**Exercise:** Using the material below, print the line that contains "context.save(); context.translate(x, y);", the line that contains "M536 590 569", and every line in between, exactly and nothing else.

**Working data:**

----------------------------------------

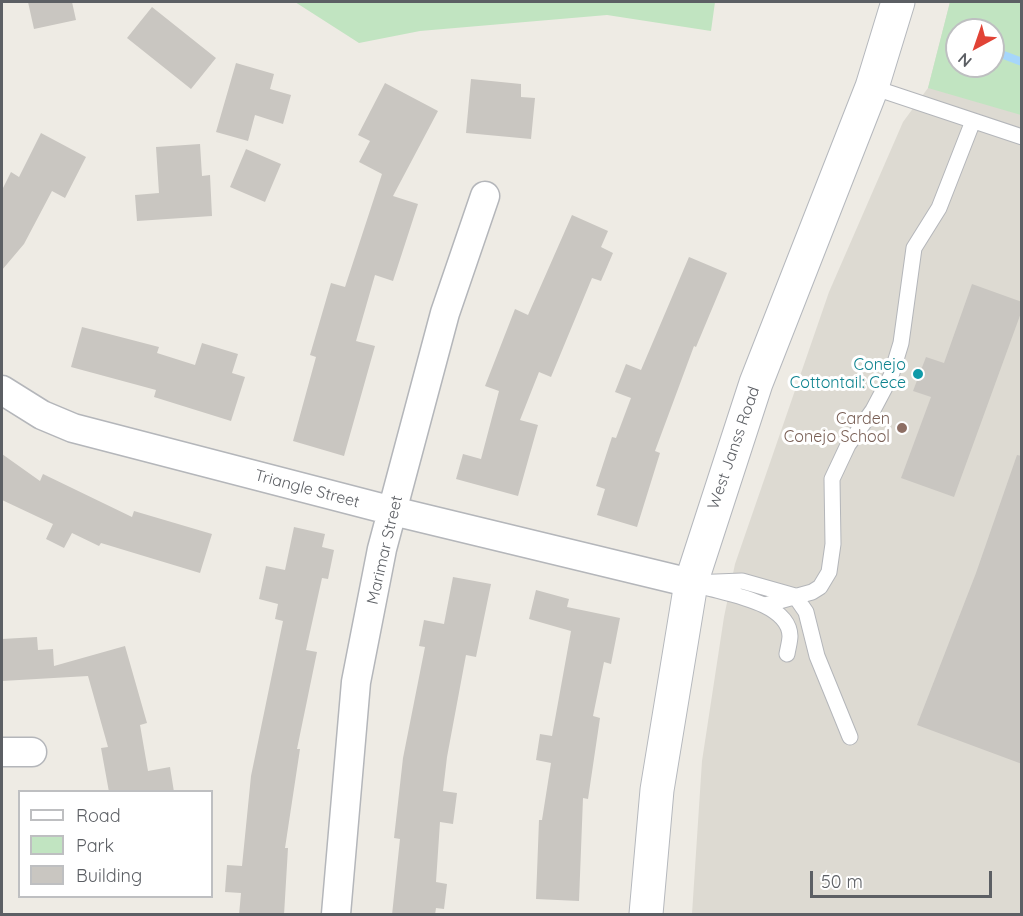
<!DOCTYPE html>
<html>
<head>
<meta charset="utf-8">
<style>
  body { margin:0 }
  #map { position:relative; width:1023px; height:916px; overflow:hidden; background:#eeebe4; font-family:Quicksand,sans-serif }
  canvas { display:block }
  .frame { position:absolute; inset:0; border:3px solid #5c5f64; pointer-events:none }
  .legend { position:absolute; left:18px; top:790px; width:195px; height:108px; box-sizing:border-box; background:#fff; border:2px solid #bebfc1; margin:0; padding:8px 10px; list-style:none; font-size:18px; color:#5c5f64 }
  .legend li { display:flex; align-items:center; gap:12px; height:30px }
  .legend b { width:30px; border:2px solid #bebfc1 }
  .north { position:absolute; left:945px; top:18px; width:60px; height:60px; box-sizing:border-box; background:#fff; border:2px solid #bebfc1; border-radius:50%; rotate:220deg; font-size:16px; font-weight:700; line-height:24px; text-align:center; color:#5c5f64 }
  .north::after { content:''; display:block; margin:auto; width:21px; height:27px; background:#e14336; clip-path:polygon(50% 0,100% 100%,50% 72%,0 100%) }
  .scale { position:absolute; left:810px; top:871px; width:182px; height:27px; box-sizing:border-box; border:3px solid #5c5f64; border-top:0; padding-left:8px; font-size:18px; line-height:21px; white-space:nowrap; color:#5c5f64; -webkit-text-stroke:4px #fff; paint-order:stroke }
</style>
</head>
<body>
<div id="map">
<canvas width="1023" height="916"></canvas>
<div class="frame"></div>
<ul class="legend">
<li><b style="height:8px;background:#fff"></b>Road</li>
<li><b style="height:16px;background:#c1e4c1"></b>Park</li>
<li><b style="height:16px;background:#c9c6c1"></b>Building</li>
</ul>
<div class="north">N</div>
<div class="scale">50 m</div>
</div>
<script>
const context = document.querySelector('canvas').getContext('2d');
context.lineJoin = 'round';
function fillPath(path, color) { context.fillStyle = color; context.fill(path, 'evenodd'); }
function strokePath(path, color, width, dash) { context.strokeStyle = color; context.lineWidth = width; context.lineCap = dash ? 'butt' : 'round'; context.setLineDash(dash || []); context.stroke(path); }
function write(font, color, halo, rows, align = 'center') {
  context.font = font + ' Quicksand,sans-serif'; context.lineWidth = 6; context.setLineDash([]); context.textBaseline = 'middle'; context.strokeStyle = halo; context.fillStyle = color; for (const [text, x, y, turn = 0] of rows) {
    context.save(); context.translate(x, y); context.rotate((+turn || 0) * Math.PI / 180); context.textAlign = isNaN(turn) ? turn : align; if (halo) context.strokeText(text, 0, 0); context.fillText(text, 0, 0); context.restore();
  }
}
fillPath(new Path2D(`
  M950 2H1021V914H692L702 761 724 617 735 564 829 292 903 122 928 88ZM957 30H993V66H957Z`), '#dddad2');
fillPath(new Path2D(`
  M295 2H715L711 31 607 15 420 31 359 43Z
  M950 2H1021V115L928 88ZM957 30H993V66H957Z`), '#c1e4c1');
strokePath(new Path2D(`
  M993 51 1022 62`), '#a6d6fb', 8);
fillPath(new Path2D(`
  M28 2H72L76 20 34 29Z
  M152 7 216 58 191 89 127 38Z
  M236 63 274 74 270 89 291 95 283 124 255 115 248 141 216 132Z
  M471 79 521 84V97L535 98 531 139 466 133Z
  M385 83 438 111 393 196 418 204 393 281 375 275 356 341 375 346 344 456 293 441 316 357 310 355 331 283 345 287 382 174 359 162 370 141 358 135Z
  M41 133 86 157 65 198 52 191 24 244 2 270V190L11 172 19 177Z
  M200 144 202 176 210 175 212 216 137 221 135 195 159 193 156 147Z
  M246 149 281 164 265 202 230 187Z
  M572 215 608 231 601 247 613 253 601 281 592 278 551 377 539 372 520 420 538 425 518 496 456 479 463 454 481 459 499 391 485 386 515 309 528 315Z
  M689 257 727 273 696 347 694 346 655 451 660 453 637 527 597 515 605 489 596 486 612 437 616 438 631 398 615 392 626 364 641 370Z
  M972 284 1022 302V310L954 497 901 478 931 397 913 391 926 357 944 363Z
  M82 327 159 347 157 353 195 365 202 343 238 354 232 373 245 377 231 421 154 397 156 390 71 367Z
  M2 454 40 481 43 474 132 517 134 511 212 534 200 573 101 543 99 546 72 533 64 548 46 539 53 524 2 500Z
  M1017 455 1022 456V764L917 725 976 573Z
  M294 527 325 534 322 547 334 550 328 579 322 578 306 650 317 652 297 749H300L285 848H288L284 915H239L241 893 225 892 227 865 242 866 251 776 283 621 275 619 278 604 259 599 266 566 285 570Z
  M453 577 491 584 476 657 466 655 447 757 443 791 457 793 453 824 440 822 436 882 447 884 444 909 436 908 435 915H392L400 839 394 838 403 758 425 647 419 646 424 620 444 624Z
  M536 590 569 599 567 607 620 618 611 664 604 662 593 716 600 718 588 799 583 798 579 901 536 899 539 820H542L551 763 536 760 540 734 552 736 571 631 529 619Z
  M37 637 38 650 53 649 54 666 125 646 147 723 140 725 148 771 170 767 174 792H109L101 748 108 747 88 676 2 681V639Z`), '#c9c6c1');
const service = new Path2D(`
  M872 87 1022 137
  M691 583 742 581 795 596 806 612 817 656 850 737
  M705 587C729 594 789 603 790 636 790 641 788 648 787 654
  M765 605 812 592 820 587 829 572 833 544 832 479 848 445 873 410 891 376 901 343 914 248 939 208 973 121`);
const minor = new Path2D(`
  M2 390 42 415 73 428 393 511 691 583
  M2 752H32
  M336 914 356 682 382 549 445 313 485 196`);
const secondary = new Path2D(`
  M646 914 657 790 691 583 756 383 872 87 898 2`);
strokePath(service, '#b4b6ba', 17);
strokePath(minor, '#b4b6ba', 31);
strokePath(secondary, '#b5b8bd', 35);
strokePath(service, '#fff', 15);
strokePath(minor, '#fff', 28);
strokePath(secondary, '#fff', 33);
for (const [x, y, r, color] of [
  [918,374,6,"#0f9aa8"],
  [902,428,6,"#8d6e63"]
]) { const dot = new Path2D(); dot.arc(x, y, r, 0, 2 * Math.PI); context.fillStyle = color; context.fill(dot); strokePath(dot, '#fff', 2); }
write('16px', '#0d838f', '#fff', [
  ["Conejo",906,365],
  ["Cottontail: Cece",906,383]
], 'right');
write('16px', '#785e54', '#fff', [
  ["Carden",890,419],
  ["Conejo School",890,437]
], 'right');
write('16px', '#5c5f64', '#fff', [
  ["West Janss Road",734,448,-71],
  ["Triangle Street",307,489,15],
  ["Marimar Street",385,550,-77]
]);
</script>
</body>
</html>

----------------------------------------

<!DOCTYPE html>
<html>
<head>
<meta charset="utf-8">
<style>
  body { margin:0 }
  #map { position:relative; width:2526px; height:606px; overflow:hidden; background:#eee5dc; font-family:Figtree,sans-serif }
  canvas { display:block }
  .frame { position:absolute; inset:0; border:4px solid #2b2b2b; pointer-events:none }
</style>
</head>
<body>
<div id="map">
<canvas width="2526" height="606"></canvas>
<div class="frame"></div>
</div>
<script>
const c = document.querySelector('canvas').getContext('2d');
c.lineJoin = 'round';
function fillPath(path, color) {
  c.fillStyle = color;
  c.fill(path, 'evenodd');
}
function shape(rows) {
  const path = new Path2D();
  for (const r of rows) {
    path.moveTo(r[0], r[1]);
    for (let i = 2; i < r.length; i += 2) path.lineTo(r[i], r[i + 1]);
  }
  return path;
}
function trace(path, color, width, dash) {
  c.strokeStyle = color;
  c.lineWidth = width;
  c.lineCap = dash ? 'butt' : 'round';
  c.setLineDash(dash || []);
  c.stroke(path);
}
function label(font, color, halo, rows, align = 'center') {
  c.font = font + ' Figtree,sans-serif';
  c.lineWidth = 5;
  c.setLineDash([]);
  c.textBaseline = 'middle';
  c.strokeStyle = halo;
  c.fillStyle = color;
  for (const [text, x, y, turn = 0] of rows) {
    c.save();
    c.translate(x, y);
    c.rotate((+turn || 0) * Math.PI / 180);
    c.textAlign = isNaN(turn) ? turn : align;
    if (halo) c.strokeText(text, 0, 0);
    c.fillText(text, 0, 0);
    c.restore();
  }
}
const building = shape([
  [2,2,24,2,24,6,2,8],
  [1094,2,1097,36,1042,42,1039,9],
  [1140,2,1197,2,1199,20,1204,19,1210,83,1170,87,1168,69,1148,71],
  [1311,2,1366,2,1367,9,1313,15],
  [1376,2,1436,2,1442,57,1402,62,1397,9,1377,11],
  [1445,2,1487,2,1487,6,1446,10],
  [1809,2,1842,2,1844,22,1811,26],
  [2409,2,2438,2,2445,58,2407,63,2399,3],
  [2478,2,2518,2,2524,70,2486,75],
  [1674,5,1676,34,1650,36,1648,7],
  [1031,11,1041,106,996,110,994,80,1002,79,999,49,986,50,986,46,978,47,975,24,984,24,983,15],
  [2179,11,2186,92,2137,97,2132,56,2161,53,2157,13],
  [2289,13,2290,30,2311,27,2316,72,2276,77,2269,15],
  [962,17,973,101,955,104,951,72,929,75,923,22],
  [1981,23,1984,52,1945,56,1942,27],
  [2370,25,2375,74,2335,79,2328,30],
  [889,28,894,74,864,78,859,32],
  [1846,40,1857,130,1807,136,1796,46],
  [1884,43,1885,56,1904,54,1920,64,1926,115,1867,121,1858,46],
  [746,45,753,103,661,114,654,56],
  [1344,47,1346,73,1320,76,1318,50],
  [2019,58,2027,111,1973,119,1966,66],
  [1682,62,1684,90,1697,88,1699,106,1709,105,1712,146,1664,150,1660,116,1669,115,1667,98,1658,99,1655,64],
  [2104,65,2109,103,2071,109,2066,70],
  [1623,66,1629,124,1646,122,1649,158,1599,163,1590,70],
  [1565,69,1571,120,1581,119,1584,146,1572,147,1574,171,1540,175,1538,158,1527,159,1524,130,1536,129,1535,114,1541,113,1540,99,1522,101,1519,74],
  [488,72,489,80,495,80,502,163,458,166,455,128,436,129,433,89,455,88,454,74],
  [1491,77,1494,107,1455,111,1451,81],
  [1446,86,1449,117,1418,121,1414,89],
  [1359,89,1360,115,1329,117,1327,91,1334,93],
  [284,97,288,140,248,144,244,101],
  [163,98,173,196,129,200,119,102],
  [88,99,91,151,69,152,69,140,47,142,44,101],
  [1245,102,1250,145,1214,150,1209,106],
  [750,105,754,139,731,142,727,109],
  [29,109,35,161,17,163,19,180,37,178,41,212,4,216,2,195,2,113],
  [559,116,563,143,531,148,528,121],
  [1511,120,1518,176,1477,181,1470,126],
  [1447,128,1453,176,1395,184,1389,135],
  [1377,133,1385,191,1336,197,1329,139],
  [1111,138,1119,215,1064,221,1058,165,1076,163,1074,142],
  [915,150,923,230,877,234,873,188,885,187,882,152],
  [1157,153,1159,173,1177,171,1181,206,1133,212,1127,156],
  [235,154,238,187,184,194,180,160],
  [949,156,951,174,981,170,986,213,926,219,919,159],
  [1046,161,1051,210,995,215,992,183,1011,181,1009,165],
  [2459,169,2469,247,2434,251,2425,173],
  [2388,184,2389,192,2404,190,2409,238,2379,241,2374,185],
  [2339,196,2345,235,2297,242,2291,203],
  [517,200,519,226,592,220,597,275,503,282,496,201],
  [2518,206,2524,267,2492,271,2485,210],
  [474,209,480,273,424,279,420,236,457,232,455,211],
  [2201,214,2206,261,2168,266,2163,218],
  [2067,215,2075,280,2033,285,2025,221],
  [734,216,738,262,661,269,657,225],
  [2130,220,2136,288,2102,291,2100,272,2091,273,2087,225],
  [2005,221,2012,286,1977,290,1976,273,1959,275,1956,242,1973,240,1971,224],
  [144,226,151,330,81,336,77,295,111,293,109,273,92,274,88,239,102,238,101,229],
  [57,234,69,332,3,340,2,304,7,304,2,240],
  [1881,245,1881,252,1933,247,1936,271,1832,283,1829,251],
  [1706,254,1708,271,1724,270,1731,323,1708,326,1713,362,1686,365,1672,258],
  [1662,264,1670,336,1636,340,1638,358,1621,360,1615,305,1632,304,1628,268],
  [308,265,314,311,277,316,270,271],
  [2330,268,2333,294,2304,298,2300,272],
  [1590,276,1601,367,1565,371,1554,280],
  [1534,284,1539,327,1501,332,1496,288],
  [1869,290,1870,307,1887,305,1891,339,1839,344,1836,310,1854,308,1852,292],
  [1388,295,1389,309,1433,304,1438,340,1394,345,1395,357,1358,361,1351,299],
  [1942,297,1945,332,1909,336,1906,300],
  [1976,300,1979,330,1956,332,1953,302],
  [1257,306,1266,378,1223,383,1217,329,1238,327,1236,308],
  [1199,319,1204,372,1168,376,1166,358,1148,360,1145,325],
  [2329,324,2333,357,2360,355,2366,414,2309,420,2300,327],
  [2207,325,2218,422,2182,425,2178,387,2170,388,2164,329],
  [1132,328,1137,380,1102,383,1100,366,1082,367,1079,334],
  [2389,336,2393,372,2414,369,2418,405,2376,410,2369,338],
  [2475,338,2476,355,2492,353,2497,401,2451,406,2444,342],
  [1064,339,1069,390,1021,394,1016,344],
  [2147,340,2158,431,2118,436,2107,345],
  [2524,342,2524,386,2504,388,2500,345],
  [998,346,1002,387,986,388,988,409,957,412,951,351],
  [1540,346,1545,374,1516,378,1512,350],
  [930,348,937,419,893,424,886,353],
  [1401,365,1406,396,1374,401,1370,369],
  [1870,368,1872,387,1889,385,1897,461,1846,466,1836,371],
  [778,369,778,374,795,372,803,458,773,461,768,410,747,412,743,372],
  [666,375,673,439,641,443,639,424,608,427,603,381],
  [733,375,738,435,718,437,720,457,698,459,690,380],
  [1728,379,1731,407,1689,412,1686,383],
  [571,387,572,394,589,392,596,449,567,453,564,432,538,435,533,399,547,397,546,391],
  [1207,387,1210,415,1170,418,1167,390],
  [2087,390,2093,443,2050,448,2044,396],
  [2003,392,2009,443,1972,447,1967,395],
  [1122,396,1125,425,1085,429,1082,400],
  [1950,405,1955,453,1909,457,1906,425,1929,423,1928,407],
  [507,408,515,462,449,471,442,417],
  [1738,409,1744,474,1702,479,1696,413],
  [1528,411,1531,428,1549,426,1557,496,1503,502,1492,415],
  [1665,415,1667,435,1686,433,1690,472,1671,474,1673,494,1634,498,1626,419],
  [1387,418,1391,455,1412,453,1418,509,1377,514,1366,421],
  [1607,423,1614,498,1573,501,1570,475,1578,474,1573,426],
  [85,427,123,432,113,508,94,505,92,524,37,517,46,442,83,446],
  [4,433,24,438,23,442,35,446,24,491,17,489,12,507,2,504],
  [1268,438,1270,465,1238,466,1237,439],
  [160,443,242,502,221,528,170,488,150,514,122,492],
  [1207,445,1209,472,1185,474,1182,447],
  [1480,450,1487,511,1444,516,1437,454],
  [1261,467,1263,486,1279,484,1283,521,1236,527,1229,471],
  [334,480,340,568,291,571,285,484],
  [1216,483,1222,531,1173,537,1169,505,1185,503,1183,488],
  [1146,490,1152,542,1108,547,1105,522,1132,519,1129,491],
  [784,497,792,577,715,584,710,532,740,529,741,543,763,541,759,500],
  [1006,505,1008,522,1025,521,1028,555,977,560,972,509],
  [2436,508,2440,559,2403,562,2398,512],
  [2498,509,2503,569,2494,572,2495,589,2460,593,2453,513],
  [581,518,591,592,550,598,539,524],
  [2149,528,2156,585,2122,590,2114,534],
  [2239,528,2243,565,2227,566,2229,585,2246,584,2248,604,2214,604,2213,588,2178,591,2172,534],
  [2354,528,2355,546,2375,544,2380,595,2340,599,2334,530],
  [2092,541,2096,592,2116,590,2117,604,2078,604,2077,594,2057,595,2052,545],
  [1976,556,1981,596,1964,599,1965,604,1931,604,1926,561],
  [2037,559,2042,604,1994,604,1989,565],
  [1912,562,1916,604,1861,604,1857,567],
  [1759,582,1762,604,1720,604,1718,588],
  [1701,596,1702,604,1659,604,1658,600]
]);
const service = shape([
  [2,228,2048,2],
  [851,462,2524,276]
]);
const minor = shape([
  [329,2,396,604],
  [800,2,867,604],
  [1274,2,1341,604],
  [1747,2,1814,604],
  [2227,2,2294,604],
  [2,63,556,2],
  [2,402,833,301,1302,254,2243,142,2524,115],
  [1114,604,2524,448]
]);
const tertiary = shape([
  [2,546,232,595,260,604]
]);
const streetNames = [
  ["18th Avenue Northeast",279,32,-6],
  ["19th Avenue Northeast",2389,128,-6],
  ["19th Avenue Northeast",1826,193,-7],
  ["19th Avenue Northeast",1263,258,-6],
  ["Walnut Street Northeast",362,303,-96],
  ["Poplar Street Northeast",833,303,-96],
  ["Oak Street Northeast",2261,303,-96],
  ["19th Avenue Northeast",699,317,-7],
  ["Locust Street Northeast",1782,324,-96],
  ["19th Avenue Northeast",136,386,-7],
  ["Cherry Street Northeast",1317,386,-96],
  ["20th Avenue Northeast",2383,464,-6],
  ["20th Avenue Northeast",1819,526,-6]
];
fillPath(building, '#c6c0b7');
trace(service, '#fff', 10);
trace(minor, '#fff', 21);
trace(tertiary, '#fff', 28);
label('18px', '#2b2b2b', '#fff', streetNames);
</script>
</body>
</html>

----------------------------------------

**Exercise output:**
    context.save(); context.translate(x, y); context.rotate((+turn || 0) * Math.PI / 180); context.textAlign = isNaN(turn) ? turn : align; if (halo) context.strokeText(text, 0, 0); context.fillText(text, 0, 0); context.restore();
  }
}
fillPath(new Path2D(`
  M950 2H1021V914H692L702 761 724 617 735 564 829 292 903 122 928 88ZM957 30H993V66H957Z`), '#dddad2');
fillPath(new Path2D(`
  M295 2H715L711 31 607 15 420 31 359 43Z
  M950 2H1021V115L928 88ZM957 30H993V66H957Z`), '#c1e4c1');
strokePath(new Path2D(`
  M993 51 1022 62`), '#a6d6fb', 8);
fillPath(new Path2D(`
  M28 2H72L76 20 34 29Z
  M152 7 216 58 191 89 127 38Z
  M236 63 274 74 270 89 291 95 283 124 255 115 248 141 216 132Z
  M471 79 521 84V97L535 98 531 139 466 133Z
  M385 83 438 111 393 196 418 204 393 281 375 275 356 341 375 346 344 456 293 441 316 357 310 355 331 283 345 287 382 174 359 162 370 141 358 135Z
  M41 133 86 157 65 198 52 191 24 244 2 270V190L11 172 19 177Z
  M200 144 202 176 210 175 212 216 137 221 135 195 159 193 156 147Z
  M246 149 281 164 265 202 230 187Z
  M572 215 608 231 601 247 613 253 601 281 592 278 551 377 539 372 520 420 538 425 518 496 456 479 463 454 481 459 499 391 485 386 515 309 528 315Z
  M689 257 727 273 696 347 694 346 655 451 660 453 637 527 597 515 605 489 596 486 612 437 616 438 631 398 615 392 626 364 641 370Z
  M972 284 1022 302V310L954 497 901 478 931 397 913 391 926 357 944 363Z
  M82 327 159 347 157 353 195 365 202 343 238 354 232 373 245 377 231 421 154 397 156 390 71 367Z
  M2 454 40 481 43 474 132 517 134 511 212 534 200 573 101 543 99 546 72 533 64 548 46 539 53 524 2 500Z
  M1017 455 1022 456V764L917 725 976 573Z
  M294 527 325 534 322 547 334 550 328 579 322 578 306 650 317 652 297 749H300L285 848H288L284 915H239L241 893 225 892 227 865 242 866 251 776 283 621 275 619 278 604 259 599 266 566 285 570Z
  M453 577 491 584 476 657 466 655 447 757 443 791 457 793 453 824 440 822 436 882 447 884 444 909 436 908 435 915H392L400 839 394 838 403 758 425 647 419 646 424 620 444 624Z
  M536 590 569 599 567 607 620 618 611 664 604 662 593 716 600 718 588 799 583 798 579 901 536 899 539 820H542L551 763 536 760 540 734 552 736 571 631 529 619Z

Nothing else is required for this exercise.